The fifteenth Istanbul Biennial has announced that its thematic concern, “A Good Neighbour,” will address the notions of homes, neighborhoods, and modes of living in the private and public spheres as well as how they’ve changed throughout the past decades.
A performance involving forty people asking questions about what constitutes a good neighbor kicked off a press conference that the biennial held this morning. Artists Michael Elmgreen and Ingar Dragset, who were selected earlier this year to curate the exhibition, discussed the biennial’s format and introduced its billboard campaign, which was created in collaboration with graphic designer Rupert Smyth. The artists will work with institutions worldwide to put up billboards featuring images and text related to being a good neighbor beginning in March.
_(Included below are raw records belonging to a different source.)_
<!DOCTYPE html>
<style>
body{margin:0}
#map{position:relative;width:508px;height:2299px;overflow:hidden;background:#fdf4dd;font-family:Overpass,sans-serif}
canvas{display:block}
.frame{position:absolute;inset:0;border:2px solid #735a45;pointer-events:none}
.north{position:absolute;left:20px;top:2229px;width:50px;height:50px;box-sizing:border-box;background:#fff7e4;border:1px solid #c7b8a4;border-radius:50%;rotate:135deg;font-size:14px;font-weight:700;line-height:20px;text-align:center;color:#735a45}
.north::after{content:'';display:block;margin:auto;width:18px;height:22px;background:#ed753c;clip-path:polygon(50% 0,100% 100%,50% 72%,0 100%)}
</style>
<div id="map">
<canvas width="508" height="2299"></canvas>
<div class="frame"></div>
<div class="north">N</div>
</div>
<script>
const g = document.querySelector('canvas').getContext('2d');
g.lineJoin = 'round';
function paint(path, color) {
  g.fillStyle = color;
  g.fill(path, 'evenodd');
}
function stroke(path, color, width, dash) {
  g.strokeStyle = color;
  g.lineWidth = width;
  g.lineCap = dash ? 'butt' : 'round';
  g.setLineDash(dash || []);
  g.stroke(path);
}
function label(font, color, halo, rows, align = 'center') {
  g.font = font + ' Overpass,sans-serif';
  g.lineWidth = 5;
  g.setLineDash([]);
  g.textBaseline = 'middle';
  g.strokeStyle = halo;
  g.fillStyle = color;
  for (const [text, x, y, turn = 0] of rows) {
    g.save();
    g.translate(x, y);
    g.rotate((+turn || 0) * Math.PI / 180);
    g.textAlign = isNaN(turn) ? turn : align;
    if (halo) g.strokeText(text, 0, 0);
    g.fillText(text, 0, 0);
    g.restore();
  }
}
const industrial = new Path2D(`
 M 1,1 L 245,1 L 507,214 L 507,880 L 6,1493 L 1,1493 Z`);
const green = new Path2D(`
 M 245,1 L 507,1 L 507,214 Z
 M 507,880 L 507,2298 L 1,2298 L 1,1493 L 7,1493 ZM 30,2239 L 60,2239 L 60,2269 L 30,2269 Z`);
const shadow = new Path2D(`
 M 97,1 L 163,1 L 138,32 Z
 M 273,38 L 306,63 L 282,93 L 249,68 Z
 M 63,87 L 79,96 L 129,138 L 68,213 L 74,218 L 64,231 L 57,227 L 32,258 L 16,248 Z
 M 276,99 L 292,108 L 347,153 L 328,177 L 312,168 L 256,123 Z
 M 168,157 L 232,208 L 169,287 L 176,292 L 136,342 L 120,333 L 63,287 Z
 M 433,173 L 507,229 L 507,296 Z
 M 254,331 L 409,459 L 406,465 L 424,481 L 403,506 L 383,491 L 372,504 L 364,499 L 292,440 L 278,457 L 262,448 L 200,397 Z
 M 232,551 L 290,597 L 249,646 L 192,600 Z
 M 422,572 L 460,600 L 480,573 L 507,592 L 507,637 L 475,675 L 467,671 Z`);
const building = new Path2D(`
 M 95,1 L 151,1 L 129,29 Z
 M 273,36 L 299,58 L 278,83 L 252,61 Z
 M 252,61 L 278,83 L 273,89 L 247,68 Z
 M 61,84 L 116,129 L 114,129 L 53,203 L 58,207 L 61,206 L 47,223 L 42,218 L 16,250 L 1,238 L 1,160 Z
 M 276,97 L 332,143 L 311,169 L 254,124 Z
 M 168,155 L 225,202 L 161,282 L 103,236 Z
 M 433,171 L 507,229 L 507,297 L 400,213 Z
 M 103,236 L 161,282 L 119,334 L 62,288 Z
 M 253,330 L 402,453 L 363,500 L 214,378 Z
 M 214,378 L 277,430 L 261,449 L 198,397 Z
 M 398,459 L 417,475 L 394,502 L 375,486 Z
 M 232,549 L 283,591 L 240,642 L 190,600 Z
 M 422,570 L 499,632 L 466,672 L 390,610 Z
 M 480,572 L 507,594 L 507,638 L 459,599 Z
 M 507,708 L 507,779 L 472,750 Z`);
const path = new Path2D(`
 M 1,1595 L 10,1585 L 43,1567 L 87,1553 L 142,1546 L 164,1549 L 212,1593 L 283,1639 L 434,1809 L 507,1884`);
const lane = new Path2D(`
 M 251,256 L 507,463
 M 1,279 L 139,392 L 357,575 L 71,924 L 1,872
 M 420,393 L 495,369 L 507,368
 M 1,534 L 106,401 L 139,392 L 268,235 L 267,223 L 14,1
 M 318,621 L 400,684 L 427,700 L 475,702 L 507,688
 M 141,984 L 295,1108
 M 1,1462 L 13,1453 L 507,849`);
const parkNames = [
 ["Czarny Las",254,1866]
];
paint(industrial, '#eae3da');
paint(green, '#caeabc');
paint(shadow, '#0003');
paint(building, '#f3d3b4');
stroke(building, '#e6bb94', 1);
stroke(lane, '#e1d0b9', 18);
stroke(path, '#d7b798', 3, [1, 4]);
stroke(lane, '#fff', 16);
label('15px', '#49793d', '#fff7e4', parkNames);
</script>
Elmgreen told Gökcan Demirkazık of artforum.com that they were quite surprised when the biennial asked them to curate the show, after having solicited a proposal from them. He said: “If you dare to let us, we will do it.” The biennial will be held from September 16 to November 12, 2017.
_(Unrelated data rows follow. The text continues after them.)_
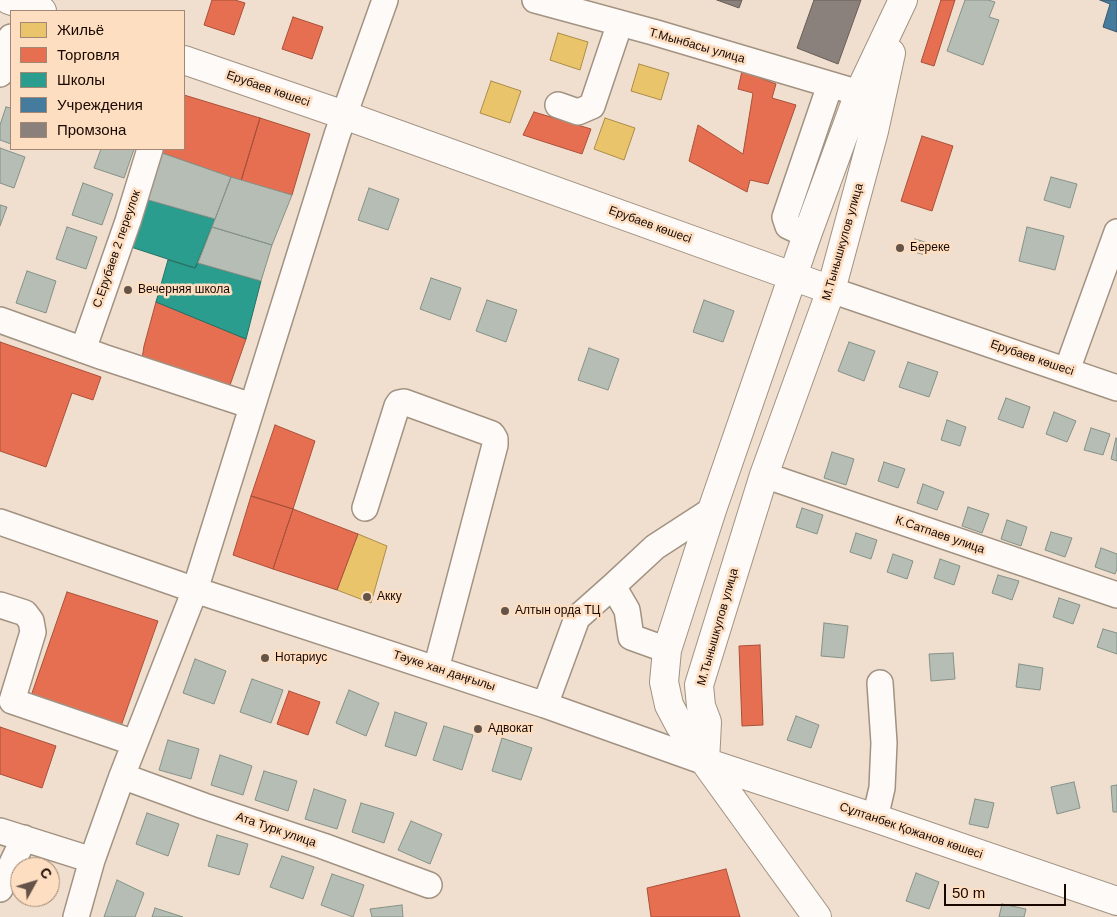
<!DOCTYPE html>
<meta charset="utf-8">
<style>
body{margin:0}
#map{position:relative;width:1117px;height:917px;overflow:hidden;background:#f0dfce;font-family:Helvetica,sans-serif}
canvas{display:block}
.legend{position:absolute;left:10px;top:10px;width:175px;height:140px;box-sizing:border-box;background:#fddec1;border:1px solid #a28874;margin:0;padding:6px 9px;list-style:none;font-size:15px;color:#190800}
.legend li{display:flex;align-items:center;gap:10px;height:25px}
.legend b{width:25px;border:1px solid #a28874}
.north{position:absolute;left:10px;top:857px;width:50px;height:50px;box-sizing:border-box;background:#fddec1;border:1px solid #a28874;border-radius:50%;rotate:51deg;font-size:14px;font-weight:700;line-height:20px;text-align:center;color:#190800}
.north::after{content:'';display:block;margin:auto;width:18px;height:22px;background:#645348;clip-path:polygon(50% 0,100% 100%,50% 72%,0 100%)}
.scale{position:absolute;left:944px;top:884px;width:122px;height:22px;box-sizing:border-box;border:2px solid #190800;border-top:0;padding-left:6px;font-size:15px;line-height:18px;white-space:nowrap;color:#190800;-webkit-text-stroke:4px #fddec1;paint-order:stroke}
</style>
<div id="map">
<canvas width="1117" height="917"></canvas>
<ul class="legend">
<li><b style="height:14px;background:#e9c46a"></b>Жильё</li>
<li><b style="height:14px;background:#e76f51"></b>Торговля</li>
<li><b style="height:14px;background:#2a9d8f"></b>Школы</li>
<li><b style="height:14px;background:#457b9d"></b>Учреждения</li>
<li><b style="height:14px;background:#8a817c"></b>Промзона</li>
</ul>
<div class="north">С</div>
<div class="scale">50 m</div>
</div>
<script>
const ctx = document.querySelector('canvas').getContext('2d');
ctx.lineJoin = 'round';
function fillPath(path, color) { ctx.fillStyle = color; ctx.fill(path, 'evenodd'); }
const shape = rows => new Path2D(rows.map(r => 'M' + r).join(''));
function stroke(path, color, width, dash) { ctx.strokeStyle = color; ctx.lineWidth = width; ctx.lineCap = dash ? 'butt' : 'round'; ctx.setLineDash(dash || []); ctx.stroke(path); }
function write(font, color, halo, rows, align = 'center') {
  ctx.font = font + ' Helvetica,sans-serif'; ctx.lineWidth = 5; ctx.setLineDash([]); ctx.textBaseline = 'middle'; ctx.strokeStyle = halo; ctx.fillStyle = color; for (const [text, x, y, turn = 0] of rows) {
    ctx.save(); ctx.translate(x, y); ctx.rotate((+turn || 0) * Math.PI / 180); ctx.textAlign = isNaN(turn) ? turn : align; if (halo) ctx.strokeText(text, 0, 0); ctx.fillText(text, 0, 0); ctx.restore();
  }
}
const homes = shape([
 [558,33,588,42,580,70,550,60,558,33],
 [639,64,669,73,661,100,631,91,639,64],
 [491,81,521,91,510,123,480,113,491,81],
 [605,118,635,128,624,160,594,149,605,118],
 [358,534,387,546,371,603,337,590,358,534]
]);
const shops = shape([
 [212,0,235,0,245,3,234,35,204,25,212,0],
 [941,0,955,0,934,66,921,62,941,0],
 [293,17,323,27,312,59,282,49,293,17],
 [742,71,776,84,772,98,796,105,768,184,750,180,747,192,689,161,698,125,743,154,753,93,738,89,742,71],
 [184,95,260,118,241,181,162,153,163,149,184,149,184,95],
 [534,112,591,129,582,154,523,135,534,112],
 [260,118,310,134,292,195,241,181,260,118],
 [922,136,953,146,932,211,901,201,922,136],
 [156,302,246,339,229,388,142,359,144,346,156,302],
 [0,342,101,377,93,400,72,393,46,467,0,451,0,342],
 [275,425,315,441,293,509,251,496,275,425],
 [251,496,293,509,273,569,233,555,251,496],
 [293,509,358,534,337,590,273,569,293,509],
 [67,592,158,621,121,726,31,696,67,592],
 [760,645,763,725,742,726,739,646,760,645],
 [289,691,320,702,308,735,277,724,289,691],
 [0,727,56,746,42,788,0,774,0,727],
 [726,869,740,917,651,917,647,888,726,869]
]);
const schools = shape([
 [145,199,215,219,195,268,131,247,145,199],
 [168,260,195,268,198,263,261,281,246,339,156,302,168,260]
]);
const public = shape([
 [1100,0,1117,0,1117,32,1103,27,1110,4,1100,0]
]);
const industry = shape([
 [717,0,742,0,739,8,717,0],
 [814,0,861,0,838,64,797,48,814,0]
]);
const building = shape([
 [965,0,988,0,995,2,989,17,999,20,983,65,947,51,965,0],
 [6,107,11,108,11,144,0,140,0,125,6,107],
 [0,148,25,157,14,188,0,183,0,148],
 [101,149,134,149,124,178,94,168,101,149],
 [162,153,231,177,215,219,145,199,162,153],
 [231,177,292,195,272,245,212,227,231,177],
 [1051,177,1077,184,1070,208,1044,200,1051,177],
 [83,183,113,194,102,225,72,215,83,183],
 [369,188,399,199,388,230,358,220,369,188],
 [0,205,7,207,0,226,0,205],
 [67,227,97,237,86,269,56,259,67,227],
 [212,227,272,245,261,281,198,263,212,227],
 [1027,227,1064,236,1055,270,1019,261,1027,227],
 [915,239,928,243,925,255,911,251,915,239],
 [27,271,56,281,46,313,16,303,27,271],
 [431,278,461,288,450,320,420,309,431,278],
 [487,300,517,310,506,342,476,331,487,300],
 [704,300,734,311,723,342,693,332,704,300],
 [849,342,875,351,864,381,838,371,849,342],
 [589,348,619,359,608,390,578,380,589,348],
 [908,362,938,372,929,397,899,387,908,362],
 [1006,398,1030,407,1023,428,998,419,1006,398],
 [1054,412,1076,421,1067,442,1046,434,1054,412],
 [947,420,966,427,960,446,941,440,947,420],
 [1091,428,1110,434,1103,455,1084,450,1091,428],
 [1116,438,1117,439,1117,461,1111,459,1116,438],
 [832,452,854,459,846,485,824,478,832,452],
 [884,462,905,469,898,488,878,481,884,462],
 [923,484,944,492,937,510,917,503,923,484],
 [968,507,989,514,982,533,962,526,968,507],
 [802,508,823,515,817,534,796,527,802,508],
 [1007,520,1027,527,1021,546,1001,539,1007,520],
 [1051,532,1072,538,1065,557,1045,550,1051,532],
 [856,533,877,540,871,559,850,552,856,533],
 [1101,548,1117,554,1117,569,1115,574,1095,567,1101,548],
 [893,554,913,561,907,579,887,572,893,554],
 [940,559,960,566,954,585,934,578,940,559],
 [998,575,1019,581,1012,600,992,593,998,575],
 [1059,598,1080,605,1073,624,1053,617,1059,598],
 [824,623,848,626,844,658,821,656,824,623],
 [1103,629,1117,633,1117,654,1097,647,1103,629],
 [953,653,955,679,931,681,929,654,953,653],
 [195,659,226,671,214,704,183,693,195,659],
 [1019,664,1043,668,1040,690,1016,687,1019,664],
 [252,679,283,690,271,723,240,712,252,679],
 [349,690,379,703,366,736,336,723,349,690],
 [395,712,427,723,416,756,385,746,395,712],
 [796,716,819,725,811,748,787,740,796,716],
 [444,726,473,735,462,770,433,760,444,726],
 [502,738,532,748,521,780,492,771,502,738],
 [168,740,199,749,191,779,159,770,168,740],
 [220,755,252,766,243,795,211,785,220,755],
 [264,771,297,781,288,811,255,800,264,771],
 [1074,782,1080,808,1057,814,1051,787,1074,782],
 [1117,785,1117,812,1113,812,1111,786,1117,785],
 [314,789,346,800,337,829,305,819,314,789],
 [975,799,994,803,988,828,969,824,975,799],
 [361,803,394,813,384,843,352,832,361,803],
 [147,813,179,824,168,856,136,844,147,813],
 [411,821,442,834,430,864,398,850,411,821],
 [217,835,248,844,239,875,208,866,217,835],
 [282,856,314,867,303,899,270,887,282,856],
 [916,873,939,882,929,909,906,901,916,873],
 [332,874,364,885,353,917,321,905,332,874],
 [117,880,144,893,135,917,104,917,117,880],
 [1002,904,1026,909,1024,917,999,917,1002,904],
 [402,905,403,917,372,917,370,909,402,905],
 [155,908,183,917,152,917,155,908]
]);
const minor = shape([
 [535,0,653,32,859,93],
 [0,74,11,37],
 [558,105,578,112,592,106,620,23],
 [807,235,788,226,785,217,830,85],
 [831,290,1117,388],
 [0,320,103,357,252,406],
 [83,350,128,221,150,149],
 [1067,370,1117,232],
 [764,475,1117,595],
 [365,508,397,406,399,403,404,402,492,434,495,439,495,445,436,669],
 [0,522,195,590,545,705,705,762],
 [613,586,627,610,631,637,667,650],
 [0,605,25,613,31,621,33,632,12,701,135,743],
 [545,705,577,618,613,586,655,547,712,510],
 [122,776,204,806,323,846,429,885],
 [875,818,882,788,884,743,880,683],
 [0,831,92,860],
 [0,889,24,838],
 [76,917,92,860,122,776,195,590,337,135,385,0]
]);
const major = shape([
 [9,0,42,11],
 [184,60,344,115,831,290],
 [705,762,707,722,701,706,699,685,764,475,831,290,874,131,891,53],
 [705,762,875,818,1117,901],
 [817,917,705,762,679,724,669,705,664,682,667,650,712,510,807,235,859,93,903,0]
]);
const markers = [
 [900,248,5,"#645348"],
 [128,290,5,"#645348"],
 [367,597,5,"#645348"],
 [505,611,5,"#645348"],
 [265,658,5,"#645348"],
 [478,729,5,"#645348"]
];
const streetNames = [
 ["Т.Мынбасы улица",697,46,16],
 ["Ерубаев көшесі",268,89,19],
 ["Ерубаев көшесі",650,225,20],
 ["М.Тынышкулов улица",843,242,-74],
 ["С.Ерубаев 2 переулок",117,249,-71],
 ["Ерубаев көшесі",1032,358,19],
 ["К.Сатпаев улица",940,535,19],
 ["М.Тынышкулов улица",718,627,-74],
 ["Тәуке хан даңғылы",444,671,18],
 ["Ата Турк улица",276,830,19],
 ["Сұлтанбек Қожанов көшесі",911,831,19]
];
const poiNames = [
 ["Береке",910,248],
 ["Вечерняя школа",138,290],
 ["Акку",377,597],
 ["Алтын орда ТЦ",515,611],
 ["Нотариус",275,658],
 ["Адвокат",488,729]
];
fillPath(homes, '#e9c46a');
stroke(homes, '#ab8c4a', 1);
fillPath(shops, '#e76f51');
stroke(shops, '#a95039', 1);
fillPath(schools, '#2a9d8f');
stroke(schools, '#257064', 1);
fillPath(public, '#457b9d');
stroke(public, '#38586e', 1);
fillPath(industry, '#8a817c');
stroke(industry, '#685d57', 1);
fillPath(building, '#b5bdb4');
stroke(building, '#859288', 1);
stroke(minor, '#a29281', 28);
stroke(major, '#a29281', 30);
stroke(minor, '#fdfaf8', 25);
stroke(major, '#fdfaf8', 28);
for (const [x, y, r, color] of markers) { const dot = new Path2D(); dot.arc(x, y, r, 0, 2 * Math.PI); ctx.fillStyle = color; ctx.fill(dot); stroke(dot, '#fddec1', 2); }
write('12px', '#190800', '#fddec1', streetNames);
write('12px', '#190800', '#fddec1', poiNames, 'left');
</script>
GÖKCAN DEMIRKAZIK: In previous exhibitions such as “Tomorrow” (2013–14) at the V&A and “The Collectors” (2009) at the Danish and Nordic Pavilions of the fifty-third Venice Biennale, you have created fictional domestic environments to reflect on capital, social structures, and alienation. This time, you have a domesticity invoking title: “a good neighbor.” In what way will your interest in the concept of “home” materialize differently?
MICHAEL ELMGREEN: This time, it is almost a strategy for us to look at things at a micro-level in order to look out at a bigger perspective, and speak about the neighborhood to speak about coexistence in a broader sense. Also about the home—our private sphere—as a vehicle for self-expression where we dare to live out our identities in different ways than when we are in public.
INGAR DRAGSET: There is less focus on the home as a metaphysical dwelling. The title is pointing more toward human exchange or the lack thereof.